WHAT THE TASK ASKS
Please report each line in the material below that includes "halo".

WORKING DATA
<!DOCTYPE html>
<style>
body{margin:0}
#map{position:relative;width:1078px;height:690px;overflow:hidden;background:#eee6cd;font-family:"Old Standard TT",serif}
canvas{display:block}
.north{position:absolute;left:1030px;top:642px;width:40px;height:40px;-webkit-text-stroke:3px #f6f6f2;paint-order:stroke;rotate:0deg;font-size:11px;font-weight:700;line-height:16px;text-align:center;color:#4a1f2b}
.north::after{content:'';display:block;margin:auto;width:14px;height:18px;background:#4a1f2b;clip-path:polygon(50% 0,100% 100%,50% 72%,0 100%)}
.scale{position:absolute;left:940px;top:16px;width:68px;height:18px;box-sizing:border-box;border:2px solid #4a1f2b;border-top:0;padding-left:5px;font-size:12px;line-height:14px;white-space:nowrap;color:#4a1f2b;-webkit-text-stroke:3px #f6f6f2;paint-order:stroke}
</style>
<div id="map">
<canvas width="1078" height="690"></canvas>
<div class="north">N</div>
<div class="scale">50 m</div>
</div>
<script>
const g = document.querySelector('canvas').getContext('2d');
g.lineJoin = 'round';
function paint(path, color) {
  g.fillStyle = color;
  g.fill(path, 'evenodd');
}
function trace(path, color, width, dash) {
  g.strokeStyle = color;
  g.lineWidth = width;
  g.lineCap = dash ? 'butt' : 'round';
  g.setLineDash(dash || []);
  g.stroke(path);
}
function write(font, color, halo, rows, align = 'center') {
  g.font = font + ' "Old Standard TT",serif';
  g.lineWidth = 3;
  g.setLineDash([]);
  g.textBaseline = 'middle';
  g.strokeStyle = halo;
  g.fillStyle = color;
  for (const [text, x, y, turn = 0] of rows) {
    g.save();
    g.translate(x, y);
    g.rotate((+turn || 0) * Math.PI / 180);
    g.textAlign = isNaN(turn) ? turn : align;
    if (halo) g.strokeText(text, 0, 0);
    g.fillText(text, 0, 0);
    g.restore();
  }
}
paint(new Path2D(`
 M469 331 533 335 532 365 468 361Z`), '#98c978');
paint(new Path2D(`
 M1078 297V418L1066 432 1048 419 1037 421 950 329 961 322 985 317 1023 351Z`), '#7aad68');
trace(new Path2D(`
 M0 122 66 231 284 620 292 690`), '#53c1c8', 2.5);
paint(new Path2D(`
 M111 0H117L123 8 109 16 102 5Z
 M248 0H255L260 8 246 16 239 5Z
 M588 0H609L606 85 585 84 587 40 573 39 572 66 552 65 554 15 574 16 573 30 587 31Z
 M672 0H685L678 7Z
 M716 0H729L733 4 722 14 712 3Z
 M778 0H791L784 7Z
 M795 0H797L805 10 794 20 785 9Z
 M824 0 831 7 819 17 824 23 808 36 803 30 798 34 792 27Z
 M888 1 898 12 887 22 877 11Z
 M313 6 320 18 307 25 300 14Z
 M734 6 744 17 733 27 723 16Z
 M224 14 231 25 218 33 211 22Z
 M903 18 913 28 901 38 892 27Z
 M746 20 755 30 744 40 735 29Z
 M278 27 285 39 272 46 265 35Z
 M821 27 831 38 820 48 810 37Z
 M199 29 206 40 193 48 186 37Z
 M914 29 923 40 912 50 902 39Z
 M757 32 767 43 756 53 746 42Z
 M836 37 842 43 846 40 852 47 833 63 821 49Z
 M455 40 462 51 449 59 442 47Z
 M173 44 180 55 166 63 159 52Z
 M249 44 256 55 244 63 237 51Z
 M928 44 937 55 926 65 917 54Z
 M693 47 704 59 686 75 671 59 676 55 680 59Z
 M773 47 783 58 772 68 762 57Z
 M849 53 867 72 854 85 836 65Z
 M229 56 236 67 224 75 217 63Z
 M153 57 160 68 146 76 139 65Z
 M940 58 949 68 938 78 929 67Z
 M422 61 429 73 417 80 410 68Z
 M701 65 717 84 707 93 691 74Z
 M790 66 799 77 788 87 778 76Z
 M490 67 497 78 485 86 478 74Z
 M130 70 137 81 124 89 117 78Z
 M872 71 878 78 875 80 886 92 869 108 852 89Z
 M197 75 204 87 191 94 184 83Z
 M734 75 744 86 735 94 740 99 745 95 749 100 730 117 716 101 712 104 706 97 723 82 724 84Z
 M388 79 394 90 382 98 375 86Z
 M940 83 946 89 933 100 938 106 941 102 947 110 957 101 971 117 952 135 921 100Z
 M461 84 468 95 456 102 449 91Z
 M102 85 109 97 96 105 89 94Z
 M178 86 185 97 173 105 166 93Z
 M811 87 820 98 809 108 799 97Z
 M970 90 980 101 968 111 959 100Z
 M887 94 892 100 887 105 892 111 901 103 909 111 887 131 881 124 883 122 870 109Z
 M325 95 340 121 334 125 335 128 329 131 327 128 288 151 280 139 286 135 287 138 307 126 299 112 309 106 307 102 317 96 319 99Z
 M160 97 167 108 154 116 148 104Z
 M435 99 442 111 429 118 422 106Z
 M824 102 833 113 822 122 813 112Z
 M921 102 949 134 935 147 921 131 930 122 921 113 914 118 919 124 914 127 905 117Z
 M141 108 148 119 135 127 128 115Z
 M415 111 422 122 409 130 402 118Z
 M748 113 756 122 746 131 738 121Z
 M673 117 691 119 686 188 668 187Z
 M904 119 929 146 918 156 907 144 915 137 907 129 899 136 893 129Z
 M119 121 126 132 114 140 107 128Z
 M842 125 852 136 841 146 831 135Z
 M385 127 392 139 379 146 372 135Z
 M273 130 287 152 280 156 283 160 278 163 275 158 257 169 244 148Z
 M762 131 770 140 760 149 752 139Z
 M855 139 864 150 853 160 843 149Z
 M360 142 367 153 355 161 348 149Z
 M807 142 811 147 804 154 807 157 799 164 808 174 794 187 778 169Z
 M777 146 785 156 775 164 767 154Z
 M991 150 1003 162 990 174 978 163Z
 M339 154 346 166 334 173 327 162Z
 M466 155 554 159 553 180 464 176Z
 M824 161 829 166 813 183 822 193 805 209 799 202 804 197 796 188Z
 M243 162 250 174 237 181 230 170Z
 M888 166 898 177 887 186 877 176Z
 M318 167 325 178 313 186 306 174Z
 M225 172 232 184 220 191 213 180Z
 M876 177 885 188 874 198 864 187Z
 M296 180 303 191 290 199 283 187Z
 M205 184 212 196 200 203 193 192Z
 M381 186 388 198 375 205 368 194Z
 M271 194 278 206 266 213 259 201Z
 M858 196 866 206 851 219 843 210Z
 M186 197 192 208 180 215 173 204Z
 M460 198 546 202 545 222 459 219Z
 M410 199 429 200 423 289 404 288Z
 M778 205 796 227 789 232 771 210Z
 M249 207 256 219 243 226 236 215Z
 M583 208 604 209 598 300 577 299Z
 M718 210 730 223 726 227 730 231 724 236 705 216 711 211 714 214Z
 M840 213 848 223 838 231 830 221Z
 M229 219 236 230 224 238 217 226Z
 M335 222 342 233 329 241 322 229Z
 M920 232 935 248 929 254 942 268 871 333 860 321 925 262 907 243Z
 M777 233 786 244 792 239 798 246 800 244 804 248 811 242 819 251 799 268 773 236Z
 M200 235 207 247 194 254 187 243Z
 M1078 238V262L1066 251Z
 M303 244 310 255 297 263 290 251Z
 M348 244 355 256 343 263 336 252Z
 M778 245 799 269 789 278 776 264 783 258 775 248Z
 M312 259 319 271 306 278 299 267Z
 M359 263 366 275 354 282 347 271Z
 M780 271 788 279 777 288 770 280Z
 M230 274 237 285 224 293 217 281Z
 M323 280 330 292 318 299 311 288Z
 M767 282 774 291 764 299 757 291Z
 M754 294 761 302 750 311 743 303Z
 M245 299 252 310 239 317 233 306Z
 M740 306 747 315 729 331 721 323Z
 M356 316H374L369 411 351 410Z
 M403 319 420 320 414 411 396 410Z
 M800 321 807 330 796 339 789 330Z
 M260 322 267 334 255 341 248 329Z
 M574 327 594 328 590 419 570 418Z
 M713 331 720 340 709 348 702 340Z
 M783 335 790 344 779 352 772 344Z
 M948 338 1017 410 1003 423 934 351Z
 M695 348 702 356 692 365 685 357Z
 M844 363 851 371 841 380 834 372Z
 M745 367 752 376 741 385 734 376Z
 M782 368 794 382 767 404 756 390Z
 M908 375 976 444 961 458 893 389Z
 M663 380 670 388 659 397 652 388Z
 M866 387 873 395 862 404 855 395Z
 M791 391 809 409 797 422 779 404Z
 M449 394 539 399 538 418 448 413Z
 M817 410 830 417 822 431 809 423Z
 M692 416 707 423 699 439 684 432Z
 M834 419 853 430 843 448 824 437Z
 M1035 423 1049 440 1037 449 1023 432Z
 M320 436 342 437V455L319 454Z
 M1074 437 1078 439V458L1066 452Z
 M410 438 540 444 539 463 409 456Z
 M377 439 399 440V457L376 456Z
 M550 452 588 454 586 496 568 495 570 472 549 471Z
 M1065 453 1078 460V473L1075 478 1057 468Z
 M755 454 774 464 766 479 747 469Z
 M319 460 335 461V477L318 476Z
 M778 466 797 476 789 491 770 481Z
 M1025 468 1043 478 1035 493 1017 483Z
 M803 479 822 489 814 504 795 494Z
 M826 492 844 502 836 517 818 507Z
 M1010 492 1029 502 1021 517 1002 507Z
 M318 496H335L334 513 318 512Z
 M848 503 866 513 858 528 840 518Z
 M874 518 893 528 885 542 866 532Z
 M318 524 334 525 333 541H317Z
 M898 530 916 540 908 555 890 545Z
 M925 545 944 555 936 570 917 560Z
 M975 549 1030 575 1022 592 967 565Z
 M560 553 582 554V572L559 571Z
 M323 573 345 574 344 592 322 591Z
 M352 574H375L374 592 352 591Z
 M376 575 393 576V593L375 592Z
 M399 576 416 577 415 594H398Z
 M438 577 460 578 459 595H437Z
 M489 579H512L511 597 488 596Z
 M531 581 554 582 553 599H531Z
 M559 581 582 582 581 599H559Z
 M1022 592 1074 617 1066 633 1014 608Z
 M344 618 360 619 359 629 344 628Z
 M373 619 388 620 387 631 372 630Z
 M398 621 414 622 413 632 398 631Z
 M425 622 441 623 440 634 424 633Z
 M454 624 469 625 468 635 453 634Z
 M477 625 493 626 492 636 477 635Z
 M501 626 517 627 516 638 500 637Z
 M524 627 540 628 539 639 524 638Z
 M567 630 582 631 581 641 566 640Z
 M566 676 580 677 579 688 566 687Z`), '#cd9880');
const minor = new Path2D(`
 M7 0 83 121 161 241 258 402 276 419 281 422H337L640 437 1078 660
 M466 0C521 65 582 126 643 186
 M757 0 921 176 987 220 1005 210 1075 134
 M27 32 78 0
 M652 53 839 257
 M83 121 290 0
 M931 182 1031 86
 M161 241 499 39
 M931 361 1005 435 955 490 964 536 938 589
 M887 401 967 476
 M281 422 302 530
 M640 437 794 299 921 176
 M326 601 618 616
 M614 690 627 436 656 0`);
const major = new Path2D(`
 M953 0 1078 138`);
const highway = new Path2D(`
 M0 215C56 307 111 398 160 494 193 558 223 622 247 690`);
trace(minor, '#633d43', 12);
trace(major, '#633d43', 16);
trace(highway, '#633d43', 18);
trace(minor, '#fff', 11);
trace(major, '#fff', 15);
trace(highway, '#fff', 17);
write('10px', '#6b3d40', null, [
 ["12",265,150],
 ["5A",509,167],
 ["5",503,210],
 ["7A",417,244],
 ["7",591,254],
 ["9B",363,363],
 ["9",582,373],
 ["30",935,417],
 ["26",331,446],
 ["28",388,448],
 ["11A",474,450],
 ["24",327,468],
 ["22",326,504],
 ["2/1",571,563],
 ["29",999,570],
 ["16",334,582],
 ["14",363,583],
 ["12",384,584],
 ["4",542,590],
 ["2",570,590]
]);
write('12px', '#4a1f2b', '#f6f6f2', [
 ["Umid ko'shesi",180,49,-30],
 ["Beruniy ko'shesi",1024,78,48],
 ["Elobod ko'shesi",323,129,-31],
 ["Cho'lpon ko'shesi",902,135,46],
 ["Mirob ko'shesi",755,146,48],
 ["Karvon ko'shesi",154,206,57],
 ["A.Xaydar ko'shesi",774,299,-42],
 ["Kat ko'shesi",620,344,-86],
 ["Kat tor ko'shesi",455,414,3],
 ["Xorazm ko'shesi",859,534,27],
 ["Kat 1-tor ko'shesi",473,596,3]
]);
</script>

WRITTEN SOLUTION
function write(font, color, halo, rows, align = 'center') {
  g.strokeStyle = halo;
    if (halo) g.strokeText(text, 0, 0);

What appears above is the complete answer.